Task description:
The entries are to be reproduced word for word, with all images left out.

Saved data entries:
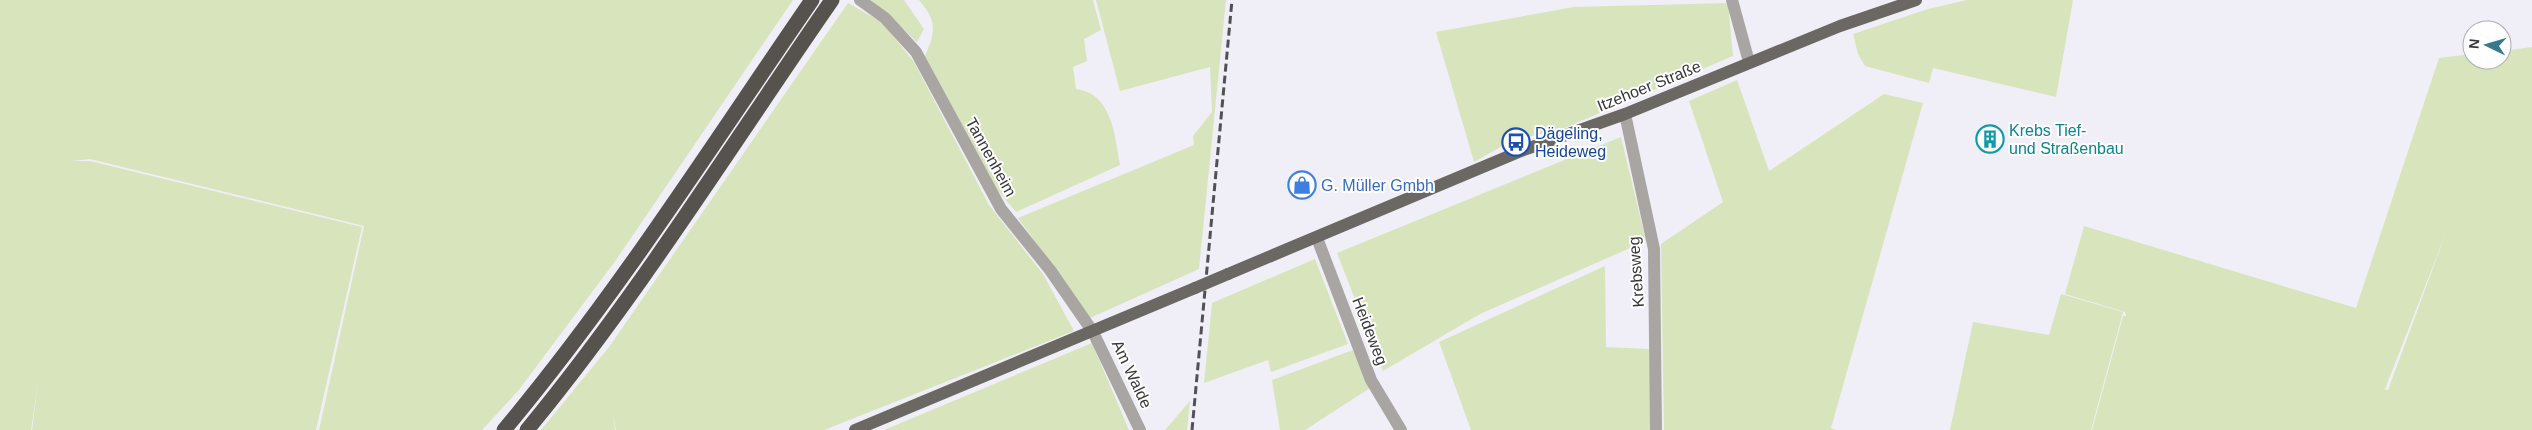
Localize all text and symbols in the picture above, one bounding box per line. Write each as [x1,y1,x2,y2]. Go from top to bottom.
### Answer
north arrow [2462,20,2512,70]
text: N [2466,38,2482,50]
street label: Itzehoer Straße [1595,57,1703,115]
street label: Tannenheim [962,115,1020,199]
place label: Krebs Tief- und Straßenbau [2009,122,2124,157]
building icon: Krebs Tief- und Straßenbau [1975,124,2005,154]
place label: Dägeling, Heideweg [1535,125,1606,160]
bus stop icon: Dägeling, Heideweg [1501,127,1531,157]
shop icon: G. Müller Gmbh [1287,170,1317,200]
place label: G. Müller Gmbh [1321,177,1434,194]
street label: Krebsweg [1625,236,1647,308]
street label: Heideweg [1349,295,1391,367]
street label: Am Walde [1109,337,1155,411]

Problem solution:
Localize all text and symbols in the picture above, one bounding box per line. Write each as [x1,y1,x2,y2]. Go from top to bottom.
### Answer
north arrow [2462,20,2512,70]
text: N [2466,38,2482,50]
street label: Itzehoer Straße [1595,57,1703,115]
street label: Tannenheim [962,115,1020,199]
place label: Krebs Tief- und Straßenbau [2009,122,2124,157]
building icon: Krebs Tief- und Straßenbau [1975,124,2005,154]
place label: Dägeling, Heideweg [1535,125,1606,160]
bus stop icon: Dägeling, Heideweg [1501,127,1531,157]
shop icon: G. Müller Gmbh [1287,170,1317,200]
place label: G. Müller Gmbh [1321,177,1434,194]
street label: Krebsweg [1625,236,1647,308]
street label: Heideweg [1349,295,1391,367]
street label: Am Walde [1109,337,1155,411]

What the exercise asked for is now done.